Though many reports at the time suggested Lee had an allergic reaction to an ingredient in the painkiller, Polly points to a mystery that began on May 10, 1973, when the star previously collapsed in a hot recording studio while dubbing new dialogue for Enter the Dragon.

In Polly’s opinion, Lee’s collapse had to do with heatstroke, since his stint in an overheated recording studio was compounded by a lack of sweat glands that prevented his body from cooling off naturally. Heatstroke can also cause swelling in the brain, much like was found during Lee’s autopsy. And Dr. Lisa Leon, an expert in hyperthermia at the U.S. Army Research Institute of Environmental Medicine, told Polly, “A person who has suffered one heat stroke is at increased risk for another" and that there may be long-term complications after the initial incident.

9. Footage from Bruce Lee’s Funeral was used in 1978’s Game of Death.

At the time of his death, Bruce Lee was involved in numerous projects, including the movie that would become Game of Death, his next directorial effort. According to Vice, there wasn’t much completed on the film by the time of Lee’s passing—there were some notes, a story outline (which simply read “The big fight. An arrest is made. The airport. The end.”), and 40 minutes of footage, including Lee’s now-iconic fight against NBA great Kareem Abdul-Jabbar.

Usually, a project in that situation would just be a lost cause, but production company Golden Harvest wanted to salvage what they could, so they hired Enter the Dragon director Robert Clouse to put together ... something. The result was a Frankenstein’s monster of a film, comprised of 11 minutes of existing footage Lee shot, overdubbed clips from his previous movies, and stand-ins to fill out certain scenes. The director even resorted to using an unfortunate Bruce Lee cardboard cutout to complete one shot.

That’s not even the top rung on the ladder of poor taste: When the movie called for Lee’s character to fake his death, they used footage from his actual funeral to realize the scene, complete with waves of mourners, pallbearers, and closeups of Lee’s open casket.

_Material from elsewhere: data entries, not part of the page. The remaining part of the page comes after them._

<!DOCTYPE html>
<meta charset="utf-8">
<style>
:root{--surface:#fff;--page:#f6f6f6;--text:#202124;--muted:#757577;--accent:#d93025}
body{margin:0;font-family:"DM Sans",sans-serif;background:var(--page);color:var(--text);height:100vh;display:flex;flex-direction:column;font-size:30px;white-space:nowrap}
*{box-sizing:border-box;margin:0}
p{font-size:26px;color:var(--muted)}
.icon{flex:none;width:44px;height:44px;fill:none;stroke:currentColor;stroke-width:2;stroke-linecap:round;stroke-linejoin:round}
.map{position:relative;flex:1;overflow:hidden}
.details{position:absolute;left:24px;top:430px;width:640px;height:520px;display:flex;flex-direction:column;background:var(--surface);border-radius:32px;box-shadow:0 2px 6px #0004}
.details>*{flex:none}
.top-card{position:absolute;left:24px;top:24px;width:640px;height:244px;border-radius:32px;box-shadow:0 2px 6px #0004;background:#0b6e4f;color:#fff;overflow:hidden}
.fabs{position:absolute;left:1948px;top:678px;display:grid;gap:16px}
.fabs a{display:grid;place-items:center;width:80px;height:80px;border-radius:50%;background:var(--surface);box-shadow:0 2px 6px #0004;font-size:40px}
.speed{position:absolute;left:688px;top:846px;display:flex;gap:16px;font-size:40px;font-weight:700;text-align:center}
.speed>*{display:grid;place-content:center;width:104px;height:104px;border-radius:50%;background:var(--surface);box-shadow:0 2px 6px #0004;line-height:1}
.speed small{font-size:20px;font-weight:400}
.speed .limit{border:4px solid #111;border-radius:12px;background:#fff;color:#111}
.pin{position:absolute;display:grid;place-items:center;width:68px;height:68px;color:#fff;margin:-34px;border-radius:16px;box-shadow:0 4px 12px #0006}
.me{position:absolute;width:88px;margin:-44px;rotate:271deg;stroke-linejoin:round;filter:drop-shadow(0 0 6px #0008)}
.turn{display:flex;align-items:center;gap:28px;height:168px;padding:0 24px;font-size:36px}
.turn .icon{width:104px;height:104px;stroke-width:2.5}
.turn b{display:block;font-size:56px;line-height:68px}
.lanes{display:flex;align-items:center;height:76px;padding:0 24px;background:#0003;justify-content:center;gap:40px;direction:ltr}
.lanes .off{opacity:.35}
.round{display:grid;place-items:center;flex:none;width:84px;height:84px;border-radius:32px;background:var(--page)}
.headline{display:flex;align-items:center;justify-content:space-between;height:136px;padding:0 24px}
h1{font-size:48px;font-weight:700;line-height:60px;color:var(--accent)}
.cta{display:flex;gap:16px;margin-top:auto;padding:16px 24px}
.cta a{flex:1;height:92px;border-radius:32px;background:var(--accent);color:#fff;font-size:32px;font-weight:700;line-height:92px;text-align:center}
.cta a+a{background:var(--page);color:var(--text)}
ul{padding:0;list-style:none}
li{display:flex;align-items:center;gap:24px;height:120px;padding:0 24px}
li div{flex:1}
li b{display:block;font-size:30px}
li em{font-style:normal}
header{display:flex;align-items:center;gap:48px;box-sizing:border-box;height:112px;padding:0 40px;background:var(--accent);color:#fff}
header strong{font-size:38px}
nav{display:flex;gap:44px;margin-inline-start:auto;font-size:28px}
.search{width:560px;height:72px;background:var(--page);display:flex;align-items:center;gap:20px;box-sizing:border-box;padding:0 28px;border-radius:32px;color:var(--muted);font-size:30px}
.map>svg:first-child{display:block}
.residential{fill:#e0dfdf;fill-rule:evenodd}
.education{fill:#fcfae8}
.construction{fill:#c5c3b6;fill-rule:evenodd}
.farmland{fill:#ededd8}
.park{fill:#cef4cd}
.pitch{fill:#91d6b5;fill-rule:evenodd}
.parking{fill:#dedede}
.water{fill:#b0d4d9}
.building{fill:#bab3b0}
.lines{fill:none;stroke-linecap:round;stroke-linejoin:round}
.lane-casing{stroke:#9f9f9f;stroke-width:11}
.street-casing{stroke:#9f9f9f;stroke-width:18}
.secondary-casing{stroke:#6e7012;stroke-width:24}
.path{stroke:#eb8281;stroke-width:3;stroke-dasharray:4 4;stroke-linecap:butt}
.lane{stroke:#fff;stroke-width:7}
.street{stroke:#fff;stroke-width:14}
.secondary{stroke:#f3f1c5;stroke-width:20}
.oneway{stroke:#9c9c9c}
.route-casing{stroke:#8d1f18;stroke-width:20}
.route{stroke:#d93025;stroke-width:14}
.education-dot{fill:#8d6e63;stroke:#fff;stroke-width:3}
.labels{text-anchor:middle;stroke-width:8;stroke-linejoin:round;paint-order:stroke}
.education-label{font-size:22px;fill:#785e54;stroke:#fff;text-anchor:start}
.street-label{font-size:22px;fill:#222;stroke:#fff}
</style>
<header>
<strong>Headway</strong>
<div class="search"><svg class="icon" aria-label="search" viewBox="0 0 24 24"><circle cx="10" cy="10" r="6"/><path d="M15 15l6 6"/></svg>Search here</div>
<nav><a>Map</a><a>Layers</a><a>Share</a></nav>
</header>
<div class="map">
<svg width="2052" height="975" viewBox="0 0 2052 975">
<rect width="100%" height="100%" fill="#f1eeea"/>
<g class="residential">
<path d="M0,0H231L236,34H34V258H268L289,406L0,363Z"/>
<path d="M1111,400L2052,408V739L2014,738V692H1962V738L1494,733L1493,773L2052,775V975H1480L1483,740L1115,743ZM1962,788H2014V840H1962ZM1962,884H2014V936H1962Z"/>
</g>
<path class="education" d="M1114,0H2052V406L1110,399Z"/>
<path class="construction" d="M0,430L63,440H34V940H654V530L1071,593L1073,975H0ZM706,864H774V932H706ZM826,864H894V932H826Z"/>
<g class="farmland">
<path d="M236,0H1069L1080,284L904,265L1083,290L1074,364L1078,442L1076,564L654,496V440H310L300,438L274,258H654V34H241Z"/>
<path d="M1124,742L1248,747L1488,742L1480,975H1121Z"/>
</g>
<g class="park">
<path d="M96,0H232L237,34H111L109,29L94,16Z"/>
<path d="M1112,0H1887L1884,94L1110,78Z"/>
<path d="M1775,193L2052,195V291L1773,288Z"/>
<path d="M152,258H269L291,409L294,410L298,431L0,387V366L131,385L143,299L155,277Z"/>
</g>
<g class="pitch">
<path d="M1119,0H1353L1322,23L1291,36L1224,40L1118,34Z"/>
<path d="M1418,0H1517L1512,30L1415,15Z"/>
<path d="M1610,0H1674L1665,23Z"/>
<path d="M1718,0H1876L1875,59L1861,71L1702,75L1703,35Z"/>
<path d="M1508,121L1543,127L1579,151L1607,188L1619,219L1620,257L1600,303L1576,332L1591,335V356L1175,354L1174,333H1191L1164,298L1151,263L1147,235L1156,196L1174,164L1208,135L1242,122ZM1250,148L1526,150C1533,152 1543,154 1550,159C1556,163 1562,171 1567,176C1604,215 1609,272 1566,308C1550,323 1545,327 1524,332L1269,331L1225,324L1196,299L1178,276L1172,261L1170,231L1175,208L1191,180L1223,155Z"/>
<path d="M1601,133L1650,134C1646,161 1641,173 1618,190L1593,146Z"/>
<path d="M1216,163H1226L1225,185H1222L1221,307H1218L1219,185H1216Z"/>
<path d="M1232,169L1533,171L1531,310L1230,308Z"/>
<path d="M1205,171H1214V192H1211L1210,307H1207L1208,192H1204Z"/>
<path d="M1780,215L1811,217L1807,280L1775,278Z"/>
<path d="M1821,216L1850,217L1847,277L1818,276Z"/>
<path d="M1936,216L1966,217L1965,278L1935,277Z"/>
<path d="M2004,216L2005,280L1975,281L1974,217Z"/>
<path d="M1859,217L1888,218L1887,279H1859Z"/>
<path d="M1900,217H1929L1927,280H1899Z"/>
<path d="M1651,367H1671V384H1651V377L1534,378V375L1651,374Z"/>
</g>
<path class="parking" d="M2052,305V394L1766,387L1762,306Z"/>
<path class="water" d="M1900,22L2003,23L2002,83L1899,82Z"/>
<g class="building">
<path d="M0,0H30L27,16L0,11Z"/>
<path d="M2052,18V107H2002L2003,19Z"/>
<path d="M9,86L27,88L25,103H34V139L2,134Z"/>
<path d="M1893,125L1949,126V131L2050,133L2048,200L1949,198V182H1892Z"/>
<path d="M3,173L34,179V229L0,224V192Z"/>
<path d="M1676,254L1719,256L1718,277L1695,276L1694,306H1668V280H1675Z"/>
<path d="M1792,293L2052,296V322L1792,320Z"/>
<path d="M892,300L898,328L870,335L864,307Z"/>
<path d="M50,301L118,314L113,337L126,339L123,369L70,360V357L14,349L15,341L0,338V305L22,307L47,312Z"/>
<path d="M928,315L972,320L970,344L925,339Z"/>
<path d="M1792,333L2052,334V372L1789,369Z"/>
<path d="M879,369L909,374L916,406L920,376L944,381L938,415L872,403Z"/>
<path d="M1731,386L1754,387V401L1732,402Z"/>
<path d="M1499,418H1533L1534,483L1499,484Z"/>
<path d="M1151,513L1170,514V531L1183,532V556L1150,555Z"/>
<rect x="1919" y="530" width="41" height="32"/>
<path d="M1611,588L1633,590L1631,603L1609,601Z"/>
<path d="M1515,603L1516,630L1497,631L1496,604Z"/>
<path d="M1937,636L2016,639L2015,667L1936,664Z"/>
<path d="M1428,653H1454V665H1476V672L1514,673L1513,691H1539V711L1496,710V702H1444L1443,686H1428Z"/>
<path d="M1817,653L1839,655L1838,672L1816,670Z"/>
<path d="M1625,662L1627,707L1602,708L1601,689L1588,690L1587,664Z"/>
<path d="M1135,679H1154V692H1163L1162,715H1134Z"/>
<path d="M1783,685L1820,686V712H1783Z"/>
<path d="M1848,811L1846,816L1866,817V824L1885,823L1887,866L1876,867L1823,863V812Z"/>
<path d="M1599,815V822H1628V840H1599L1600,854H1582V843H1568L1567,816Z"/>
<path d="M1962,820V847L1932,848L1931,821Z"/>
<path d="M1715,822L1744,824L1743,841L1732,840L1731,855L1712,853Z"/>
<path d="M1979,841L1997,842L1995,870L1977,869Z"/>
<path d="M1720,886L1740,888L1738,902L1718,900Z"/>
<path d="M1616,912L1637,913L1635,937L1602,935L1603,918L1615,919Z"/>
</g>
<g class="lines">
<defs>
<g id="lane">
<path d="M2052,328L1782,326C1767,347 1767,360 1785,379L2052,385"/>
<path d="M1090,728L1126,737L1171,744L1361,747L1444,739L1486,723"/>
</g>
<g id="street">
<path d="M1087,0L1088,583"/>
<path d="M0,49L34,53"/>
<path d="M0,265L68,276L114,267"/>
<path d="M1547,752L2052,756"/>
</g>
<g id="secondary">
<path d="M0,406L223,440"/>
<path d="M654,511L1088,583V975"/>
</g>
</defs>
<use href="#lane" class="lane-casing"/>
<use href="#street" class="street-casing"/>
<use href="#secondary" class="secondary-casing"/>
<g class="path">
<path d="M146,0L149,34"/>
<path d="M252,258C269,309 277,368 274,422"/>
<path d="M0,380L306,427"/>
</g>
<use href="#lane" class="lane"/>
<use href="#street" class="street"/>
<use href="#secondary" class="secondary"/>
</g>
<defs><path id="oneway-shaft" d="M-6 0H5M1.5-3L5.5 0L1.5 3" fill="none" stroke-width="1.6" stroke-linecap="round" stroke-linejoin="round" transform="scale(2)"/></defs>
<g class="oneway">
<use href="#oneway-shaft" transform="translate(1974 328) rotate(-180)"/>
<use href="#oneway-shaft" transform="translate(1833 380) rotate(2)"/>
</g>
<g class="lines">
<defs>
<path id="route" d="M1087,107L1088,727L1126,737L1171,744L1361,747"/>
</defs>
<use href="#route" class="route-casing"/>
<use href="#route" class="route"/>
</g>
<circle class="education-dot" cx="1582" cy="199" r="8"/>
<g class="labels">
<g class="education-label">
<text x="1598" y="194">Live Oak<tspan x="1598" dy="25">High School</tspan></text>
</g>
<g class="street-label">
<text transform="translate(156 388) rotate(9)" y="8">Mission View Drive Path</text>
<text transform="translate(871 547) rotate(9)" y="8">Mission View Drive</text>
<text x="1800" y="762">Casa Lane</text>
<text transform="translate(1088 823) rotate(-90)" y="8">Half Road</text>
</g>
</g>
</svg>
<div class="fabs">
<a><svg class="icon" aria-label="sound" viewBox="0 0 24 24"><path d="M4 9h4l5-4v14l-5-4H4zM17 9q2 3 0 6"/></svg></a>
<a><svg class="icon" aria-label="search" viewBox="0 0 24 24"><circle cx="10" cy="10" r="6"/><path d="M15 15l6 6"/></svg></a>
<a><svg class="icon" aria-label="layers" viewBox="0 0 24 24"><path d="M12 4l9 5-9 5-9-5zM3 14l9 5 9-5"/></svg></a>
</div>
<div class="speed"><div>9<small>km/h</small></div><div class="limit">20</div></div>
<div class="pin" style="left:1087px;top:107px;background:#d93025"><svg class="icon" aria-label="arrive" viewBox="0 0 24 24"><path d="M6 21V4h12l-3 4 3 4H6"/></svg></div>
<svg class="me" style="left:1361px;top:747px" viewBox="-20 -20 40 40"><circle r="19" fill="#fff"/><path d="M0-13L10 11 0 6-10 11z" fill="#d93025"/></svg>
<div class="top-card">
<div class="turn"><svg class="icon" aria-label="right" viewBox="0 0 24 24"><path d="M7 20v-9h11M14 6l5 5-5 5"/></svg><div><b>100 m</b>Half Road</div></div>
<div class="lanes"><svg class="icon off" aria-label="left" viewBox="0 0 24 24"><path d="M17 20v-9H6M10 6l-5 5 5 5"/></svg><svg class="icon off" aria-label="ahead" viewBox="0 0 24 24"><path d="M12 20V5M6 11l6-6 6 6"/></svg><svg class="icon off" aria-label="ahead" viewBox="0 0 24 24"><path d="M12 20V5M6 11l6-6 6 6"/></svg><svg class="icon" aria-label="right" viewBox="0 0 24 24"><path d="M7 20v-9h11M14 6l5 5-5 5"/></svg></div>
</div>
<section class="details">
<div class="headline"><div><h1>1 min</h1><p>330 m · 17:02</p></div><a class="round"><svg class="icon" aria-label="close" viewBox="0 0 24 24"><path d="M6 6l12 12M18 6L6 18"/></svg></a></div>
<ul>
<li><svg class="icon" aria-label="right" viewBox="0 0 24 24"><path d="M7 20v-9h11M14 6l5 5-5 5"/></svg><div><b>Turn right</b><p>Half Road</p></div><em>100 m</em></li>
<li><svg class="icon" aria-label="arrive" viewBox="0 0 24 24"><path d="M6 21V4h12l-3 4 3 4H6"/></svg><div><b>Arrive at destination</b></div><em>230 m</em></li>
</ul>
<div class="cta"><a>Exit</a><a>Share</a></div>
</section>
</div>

10. Bruce Lee’s posthumous success resulted in its own sub-genre.

Lee’s career was exploding in China and gaining momentum in the United States by 1973, but he passed away just a month before his biggest hit was released: Enter the Dragon. The movie, which grossed more than $200 million at the worldwide box office, catapulted the late Lee to icon status. But with the star himself no longer around to capitalize, there would soon be a wave of knockoff films and wannabes looking to take advantage of the martial arts craze.

Both affectionately and derisively known as “Bruceploitation” films, this strange sub-genre of martial arts cinema gave life to z-movie oddities like Re-Enter the Dragon and Enter the Game of Death, starring the likes of—and we’re not kidding—Bruce Le and Bruce Li. Jackie Chan was even roped into a few of these movies, like 1976's New Fist of Fury. In 1980, Bruceploitation even went meta with The Clones of Bruce Lee, starring Dragon Lee, Bruce Le, and Bruce Lai, who play genetic reconstructions of the late actor after scientists harvest his DNA.